The exercises developed by the founder, German trainer Joseph Pilates, incorporates movements from gymnastics, yoga, weight resistance and modern dance. The Stott method has refined or modified some of the movements, with guidance from sports medicine and physical therapy experts.

Stott Pilates trainer Armand Mendoza (“The Punisher” to his clients) assists Huang in the Spread Eagle pose which articulates the spine and improves mobility. The Cadillac is ideal for suspension and stretches. —Photos by Nelson Matawaran

Asked what drew her to Stott Pilates, Huang replies: “It’s so graceful but it takes so much strength to do the exercises. They look deceptively simple, but the beauty of Pilates is that you’re not supposed to see the effort. Like ballet dancers, people who do Pilates should show the correct form and move seamlessly. Yet the controlled movements require power. It helped tone my abs.”

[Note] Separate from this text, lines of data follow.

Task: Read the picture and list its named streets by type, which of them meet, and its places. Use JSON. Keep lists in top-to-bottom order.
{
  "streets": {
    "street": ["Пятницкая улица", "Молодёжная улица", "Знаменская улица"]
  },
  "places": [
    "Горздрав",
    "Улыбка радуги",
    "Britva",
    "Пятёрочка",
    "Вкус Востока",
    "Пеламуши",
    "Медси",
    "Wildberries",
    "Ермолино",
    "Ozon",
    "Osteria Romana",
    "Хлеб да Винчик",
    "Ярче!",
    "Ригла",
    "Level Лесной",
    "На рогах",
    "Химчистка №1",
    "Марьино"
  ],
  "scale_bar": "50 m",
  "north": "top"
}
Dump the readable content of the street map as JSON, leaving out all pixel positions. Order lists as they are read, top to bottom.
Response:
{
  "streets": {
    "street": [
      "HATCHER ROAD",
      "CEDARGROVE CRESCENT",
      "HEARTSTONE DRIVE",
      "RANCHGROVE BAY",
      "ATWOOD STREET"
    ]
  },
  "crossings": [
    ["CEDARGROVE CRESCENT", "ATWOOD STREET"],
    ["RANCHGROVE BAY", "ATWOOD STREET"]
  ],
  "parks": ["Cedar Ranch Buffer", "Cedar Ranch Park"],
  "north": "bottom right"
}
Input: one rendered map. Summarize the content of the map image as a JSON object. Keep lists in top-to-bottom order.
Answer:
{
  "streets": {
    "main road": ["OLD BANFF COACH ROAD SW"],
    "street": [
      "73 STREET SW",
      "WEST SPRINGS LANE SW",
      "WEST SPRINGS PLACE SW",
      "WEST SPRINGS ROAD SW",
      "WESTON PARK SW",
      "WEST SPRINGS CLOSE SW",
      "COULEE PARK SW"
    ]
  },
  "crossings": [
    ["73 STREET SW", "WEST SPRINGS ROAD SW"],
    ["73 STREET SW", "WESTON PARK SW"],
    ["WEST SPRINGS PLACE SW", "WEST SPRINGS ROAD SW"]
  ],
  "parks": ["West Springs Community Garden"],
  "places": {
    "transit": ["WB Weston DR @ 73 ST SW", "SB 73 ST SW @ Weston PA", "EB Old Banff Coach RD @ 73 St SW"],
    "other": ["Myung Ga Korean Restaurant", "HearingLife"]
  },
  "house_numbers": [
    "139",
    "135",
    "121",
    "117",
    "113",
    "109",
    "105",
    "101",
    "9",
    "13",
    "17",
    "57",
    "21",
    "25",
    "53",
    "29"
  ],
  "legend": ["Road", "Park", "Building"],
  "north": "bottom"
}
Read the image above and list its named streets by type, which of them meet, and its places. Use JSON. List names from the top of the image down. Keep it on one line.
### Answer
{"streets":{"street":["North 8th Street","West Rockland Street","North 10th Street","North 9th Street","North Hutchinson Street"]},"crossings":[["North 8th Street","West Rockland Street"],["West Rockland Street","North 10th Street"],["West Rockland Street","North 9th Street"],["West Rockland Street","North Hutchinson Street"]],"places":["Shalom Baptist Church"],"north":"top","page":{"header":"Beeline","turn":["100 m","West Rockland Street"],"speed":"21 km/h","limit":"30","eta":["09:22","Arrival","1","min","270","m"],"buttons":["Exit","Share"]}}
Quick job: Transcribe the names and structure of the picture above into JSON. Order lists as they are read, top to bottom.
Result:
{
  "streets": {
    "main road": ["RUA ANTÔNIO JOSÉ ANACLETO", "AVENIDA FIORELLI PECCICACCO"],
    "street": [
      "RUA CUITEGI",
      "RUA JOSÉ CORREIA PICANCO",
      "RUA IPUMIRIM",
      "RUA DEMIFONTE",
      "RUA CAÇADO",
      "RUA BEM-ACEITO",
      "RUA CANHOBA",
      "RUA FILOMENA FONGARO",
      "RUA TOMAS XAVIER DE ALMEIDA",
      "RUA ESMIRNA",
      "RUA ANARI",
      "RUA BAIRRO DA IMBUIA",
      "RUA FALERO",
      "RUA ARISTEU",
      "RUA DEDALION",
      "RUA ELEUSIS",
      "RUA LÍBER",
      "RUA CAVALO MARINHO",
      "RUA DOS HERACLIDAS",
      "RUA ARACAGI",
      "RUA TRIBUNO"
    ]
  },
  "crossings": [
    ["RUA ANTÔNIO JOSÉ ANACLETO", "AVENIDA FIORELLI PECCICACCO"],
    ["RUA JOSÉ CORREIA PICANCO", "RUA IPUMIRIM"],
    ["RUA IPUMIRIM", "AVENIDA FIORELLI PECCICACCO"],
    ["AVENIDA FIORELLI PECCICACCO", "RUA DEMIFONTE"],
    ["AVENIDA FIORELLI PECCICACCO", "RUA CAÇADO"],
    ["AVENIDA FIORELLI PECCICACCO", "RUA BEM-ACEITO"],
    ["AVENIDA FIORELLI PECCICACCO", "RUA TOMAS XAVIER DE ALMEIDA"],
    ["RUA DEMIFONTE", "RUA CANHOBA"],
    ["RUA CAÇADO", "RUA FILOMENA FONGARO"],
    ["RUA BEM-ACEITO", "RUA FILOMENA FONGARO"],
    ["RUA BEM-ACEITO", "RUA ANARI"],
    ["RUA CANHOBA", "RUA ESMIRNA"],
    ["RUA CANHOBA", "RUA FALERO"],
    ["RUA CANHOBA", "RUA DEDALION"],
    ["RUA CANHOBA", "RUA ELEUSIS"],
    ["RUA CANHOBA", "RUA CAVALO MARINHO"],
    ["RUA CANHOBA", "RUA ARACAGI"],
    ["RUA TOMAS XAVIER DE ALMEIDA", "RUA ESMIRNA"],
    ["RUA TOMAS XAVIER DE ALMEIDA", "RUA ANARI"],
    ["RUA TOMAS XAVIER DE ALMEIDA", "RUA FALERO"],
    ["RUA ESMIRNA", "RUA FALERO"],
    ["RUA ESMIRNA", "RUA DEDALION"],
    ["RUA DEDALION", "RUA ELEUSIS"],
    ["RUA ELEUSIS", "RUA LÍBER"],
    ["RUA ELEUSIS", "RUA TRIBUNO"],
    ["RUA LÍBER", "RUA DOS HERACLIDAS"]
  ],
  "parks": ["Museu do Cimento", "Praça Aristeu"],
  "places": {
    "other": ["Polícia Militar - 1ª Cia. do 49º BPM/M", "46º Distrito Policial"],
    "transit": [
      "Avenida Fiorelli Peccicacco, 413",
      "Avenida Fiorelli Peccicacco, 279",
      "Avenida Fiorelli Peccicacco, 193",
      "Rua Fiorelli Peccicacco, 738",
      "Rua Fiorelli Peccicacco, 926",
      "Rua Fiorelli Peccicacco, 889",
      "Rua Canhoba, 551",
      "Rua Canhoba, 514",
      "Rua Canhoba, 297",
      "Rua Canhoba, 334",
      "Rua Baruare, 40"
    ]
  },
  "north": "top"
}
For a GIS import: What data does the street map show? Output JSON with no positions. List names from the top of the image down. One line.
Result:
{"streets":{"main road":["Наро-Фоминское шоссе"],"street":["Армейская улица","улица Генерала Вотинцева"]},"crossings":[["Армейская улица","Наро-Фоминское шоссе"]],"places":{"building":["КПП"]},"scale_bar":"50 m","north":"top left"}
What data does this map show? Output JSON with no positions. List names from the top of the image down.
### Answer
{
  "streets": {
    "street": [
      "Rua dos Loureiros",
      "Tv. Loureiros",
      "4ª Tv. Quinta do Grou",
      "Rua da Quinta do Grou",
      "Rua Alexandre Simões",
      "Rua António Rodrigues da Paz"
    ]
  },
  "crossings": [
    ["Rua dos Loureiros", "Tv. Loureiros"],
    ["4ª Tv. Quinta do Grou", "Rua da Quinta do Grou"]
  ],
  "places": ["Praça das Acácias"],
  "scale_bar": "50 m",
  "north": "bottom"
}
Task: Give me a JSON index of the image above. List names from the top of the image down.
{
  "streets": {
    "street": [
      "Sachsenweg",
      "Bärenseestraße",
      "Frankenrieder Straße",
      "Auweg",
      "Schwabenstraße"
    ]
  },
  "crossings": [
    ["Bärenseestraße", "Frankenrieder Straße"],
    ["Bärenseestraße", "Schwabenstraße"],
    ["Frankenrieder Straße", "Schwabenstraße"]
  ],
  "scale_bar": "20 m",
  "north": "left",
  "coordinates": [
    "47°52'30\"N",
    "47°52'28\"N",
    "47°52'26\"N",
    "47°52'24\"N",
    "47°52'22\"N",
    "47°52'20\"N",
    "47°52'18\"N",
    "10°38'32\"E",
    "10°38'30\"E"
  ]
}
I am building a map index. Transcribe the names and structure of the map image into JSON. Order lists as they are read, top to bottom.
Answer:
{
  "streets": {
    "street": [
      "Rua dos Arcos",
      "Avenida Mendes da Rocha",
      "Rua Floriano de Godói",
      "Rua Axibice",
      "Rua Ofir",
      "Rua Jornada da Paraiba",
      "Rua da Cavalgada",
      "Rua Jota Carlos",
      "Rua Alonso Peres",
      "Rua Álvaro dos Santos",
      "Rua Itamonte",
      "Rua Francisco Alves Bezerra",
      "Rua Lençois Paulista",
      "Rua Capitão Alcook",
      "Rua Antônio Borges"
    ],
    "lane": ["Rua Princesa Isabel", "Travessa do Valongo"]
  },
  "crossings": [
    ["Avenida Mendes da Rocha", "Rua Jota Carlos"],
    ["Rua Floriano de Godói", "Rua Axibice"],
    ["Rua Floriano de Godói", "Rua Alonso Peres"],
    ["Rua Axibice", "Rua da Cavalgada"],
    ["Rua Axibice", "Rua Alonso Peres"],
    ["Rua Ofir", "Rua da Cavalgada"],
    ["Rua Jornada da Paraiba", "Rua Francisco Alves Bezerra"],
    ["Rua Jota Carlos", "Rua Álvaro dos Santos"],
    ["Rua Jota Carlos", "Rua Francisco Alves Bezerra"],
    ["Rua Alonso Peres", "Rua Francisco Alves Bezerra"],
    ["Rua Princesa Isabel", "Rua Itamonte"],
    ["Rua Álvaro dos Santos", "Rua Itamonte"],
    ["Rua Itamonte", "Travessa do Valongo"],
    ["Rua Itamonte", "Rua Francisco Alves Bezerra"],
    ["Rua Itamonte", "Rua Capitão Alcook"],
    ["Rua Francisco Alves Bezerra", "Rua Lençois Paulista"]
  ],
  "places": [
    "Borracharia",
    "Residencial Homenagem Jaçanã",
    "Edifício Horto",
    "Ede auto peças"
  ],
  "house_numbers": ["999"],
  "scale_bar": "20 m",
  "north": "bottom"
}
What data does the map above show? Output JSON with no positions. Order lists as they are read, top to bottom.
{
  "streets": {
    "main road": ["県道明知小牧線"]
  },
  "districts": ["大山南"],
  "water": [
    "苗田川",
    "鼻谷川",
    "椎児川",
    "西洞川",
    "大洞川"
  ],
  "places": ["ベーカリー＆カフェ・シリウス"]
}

Even after giving birth to her two children via caesarean deliveries, Huang had no problem and easily bounced back.

Fixing bad posture

Huang admits that there was a time she quit Stott Pilates to explore other fitness activities. Although cardiovascular and combat sports pumped up her adrenaline and made her stronger, she felt something was missing.

“I realized that Pilates is a fundamental workout,” she says. “It improves the posture and strengthens the core, which consists of abdominals and the muscles around the back and the pelvis. A powerful core enables one to have wider range of movement and do more challenging activities. Huang adds that she uses only her right fist to throw punches in combat sports. Favoring one side of the body tends to create muscular imbalance.

Sitting for an hour of cycling powers up her legs, but also tightens the muscles around her lower back and pelvis.

Then again, she felt the strain on her shoulders as she humped over the bicycle or frequently thrust out her left shoulder for defense in boxing.

The Pike on the Reformer is the beginning position for a plank and other variations. This exercise tests muscle strength and stretches Huang’s tight hamstrings.

Huang returned to B+B Studio under the tutelage of Armando Mendoza Jr., a seasoned trainer and a physical therapy graduate from De La Salle University.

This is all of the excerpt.